As mentioned previously, a recent large meta-analysis on the safety and efficacy of various anticoagulation strategies in pregnant women with MHVs found that the risks of warfarin-associated fetal demise and embryopathy were markedly higher in the group on HDW compared with LDW. The rates of fetal demise were 63.92% in the high-dose group compared with 19.23% in the low-dose group (risk ratio, 7.4; confidence interval, 4.6–11.9).7 In addition, the rates of embryopathy were significantly higher in the HDW group compared with the LDW group (8.25% vs 0.45%; P < 0.001).7 The rates of major thromboembolic events and maternal hemorrhagic events were not statistically significantly different.

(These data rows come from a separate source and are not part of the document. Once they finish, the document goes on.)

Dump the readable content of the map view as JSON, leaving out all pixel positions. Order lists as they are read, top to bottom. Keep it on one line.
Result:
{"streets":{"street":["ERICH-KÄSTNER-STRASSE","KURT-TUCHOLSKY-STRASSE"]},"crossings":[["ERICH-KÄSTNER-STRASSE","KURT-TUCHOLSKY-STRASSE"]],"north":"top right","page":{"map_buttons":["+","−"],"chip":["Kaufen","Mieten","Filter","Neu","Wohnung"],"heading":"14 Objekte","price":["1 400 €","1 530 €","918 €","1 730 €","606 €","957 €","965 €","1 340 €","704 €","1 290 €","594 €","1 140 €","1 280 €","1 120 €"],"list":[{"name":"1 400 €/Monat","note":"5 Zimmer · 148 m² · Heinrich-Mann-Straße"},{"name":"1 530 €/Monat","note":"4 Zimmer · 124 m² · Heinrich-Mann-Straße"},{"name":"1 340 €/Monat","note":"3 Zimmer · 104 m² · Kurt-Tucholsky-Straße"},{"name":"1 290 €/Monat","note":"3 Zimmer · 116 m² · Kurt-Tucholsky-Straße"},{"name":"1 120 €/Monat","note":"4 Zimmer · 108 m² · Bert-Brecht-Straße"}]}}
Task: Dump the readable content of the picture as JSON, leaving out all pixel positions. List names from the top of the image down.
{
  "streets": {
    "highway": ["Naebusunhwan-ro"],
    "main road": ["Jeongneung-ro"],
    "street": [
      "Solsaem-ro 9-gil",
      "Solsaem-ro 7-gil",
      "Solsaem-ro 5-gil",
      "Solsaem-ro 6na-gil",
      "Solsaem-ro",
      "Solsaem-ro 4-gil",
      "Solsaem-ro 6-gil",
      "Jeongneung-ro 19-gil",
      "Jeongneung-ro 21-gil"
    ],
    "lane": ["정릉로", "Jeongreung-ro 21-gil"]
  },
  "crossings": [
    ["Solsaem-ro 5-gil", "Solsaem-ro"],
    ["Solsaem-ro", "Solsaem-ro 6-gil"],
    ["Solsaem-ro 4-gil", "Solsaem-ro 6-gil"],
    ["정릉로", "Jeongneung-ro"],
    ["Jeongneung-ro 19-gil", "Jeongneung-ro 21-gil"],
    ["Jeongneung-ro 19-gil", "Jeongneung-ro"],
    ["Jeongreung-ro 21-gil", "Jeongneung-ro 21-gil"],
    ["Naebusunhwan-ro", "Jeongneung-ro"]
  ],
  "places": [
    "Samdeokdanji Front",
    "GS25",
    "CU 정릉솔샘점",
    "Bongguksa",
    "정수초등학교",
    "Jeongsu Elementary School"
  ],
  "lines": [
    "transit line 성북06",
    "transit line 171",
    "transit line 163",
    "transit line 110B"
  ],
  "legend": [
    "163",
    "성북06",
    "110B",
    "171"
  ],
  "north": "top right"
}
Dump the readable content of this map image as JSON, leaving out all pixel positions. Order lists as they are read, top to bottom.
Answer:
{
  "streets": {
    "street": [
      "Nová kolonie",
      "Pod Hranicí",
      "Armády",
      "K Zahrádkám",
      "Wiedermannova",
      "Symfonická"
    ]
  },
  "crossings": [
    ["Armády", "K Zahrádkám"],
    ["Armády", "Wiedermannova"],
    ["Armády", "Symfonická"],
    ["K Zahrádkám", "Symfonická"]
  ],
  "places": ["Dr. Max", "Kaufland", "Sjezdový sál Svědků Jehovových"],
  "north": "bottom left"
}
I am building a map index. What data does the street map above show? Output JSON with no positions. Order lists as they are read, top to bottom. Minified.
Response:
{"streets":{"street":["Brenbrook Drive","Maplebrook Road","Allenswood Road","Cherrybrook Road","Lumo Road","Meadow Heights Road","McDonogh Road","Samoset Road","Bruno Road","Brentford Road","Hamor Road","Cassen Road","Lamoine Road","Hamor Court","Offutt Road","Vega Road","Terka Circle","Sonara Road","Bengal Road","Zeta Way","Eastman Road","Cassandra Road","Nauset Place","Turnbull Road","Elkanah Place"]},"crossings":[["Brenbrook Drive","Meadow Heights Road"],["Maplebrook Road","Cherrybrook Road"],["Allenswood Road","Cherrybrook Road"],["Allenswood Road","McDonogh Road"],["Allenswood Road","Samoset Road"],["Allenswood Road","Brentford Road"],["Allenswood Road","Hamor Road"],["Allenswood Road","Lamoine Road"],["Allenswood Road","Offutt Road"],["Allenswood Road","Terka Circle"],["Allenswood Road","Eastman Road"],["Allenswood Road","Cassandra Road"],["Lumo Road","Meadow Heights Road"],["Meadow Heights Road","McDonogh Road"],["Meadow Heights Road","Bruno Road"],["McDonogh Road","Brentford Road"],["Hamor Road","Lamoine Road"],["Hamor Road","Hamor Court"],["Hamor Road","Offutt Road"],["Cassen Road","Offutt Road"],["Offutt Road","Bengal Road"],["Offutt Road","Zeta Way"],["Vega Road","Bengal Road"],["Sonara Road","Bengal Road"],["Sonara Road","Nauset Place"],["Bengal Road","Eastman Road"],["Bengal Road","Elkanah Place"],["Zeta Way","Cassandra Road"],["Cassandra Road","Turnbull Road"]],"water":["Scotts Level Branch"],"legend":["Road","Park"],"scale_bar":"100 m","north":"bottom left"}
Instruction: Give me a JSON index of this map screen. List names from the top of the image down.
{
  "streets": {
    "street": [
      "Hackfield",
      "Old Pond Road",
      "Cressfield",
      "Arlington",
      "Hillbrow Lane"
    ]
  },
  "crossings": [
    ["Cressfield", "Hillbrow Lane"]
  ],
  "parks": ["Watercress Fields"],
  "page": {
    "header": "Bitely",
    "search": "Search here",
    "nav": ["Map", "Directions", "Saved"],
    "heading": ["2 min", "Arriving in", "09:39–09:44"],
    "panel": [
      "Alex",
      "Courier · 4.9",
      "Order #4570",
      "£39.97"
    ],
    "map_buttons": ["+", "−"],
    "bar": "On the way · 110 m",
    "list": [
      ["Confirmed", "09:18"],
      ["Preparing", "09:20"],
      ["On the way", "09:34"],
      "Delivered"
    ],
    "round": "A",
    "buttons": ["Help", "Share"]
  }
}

These data suggest that the toxic effects of VKAs on the fetus are significantly reduced—but not fully mitigated—at warfarin doses 5 mg/d or less.7,16 This strategy, however, is not an option for many women. In one series, nearly 40% of women required doses higher than 5 mg/d to remain therapeutic, making low-dose warfarin an unsafe anticoagulation strategy.17
Low-Molecular-Weight Heparin
Low-molecular-weight heparin is the first-line anticoagulant for pregnant women without mechanical valves who require anticoagulation due to lower reported rates of bleeding, predictable pharmacokinetics in pregnancy, and significantly lower risks of osteoporosis and heparin-induced thrombocytopenia (HIT) compared with UFH.6 Unlike warfarin, LMWH does not cross the placenta and has not been shown to increase the risk of congenital defects in large observational studies of pregnant women.18,19
Despite the excellent fetal safety profile of LMWH compared with warfarin, there is significant controversy surrounding its efficacy in patients with mechanical valves. In 2002, the Food and Drug Administration issued an alert for enoxaparin cautioning that the drug may lead to an increased risk of thrombosis in pregnant women with MHVs.20,21 This warning was based on a study of 7 pregnant women on therapeutic enoxaparin for MHVs, 2 of whom developed valve thrombosis resulting in maternal and fetal death.
Despite this early warning, many professional societies have since endorsed LMWH as a treatment option for pregnant women with MHVs. The 2012 American College of Clinical Pharmacy (ACCP) guidelines recommend consideration of dose-adjusted LMWH throughout pregnancy for women with lower-risk MHVs,6 as do the 2014 American Heart Association (AHA) guidelines.3 We believe the data leading to this Food and Drug Administration warning were flawed given the small number of patients included and the lack of therapeutic monitoring. Although subsequent data are also lacking, dose-adjusted LMWH seems to be an acceptable protocol in pregnant women with mechanical valves and leads to significantly improved fetal outcomes compared with warfarin.6
Efficacy of LMWH
Although there are no prospective trials comparing the efficacy of LMWH, UFH, and warfarin in pregnant women with MHVs, some data can be gleaned from retrospective series.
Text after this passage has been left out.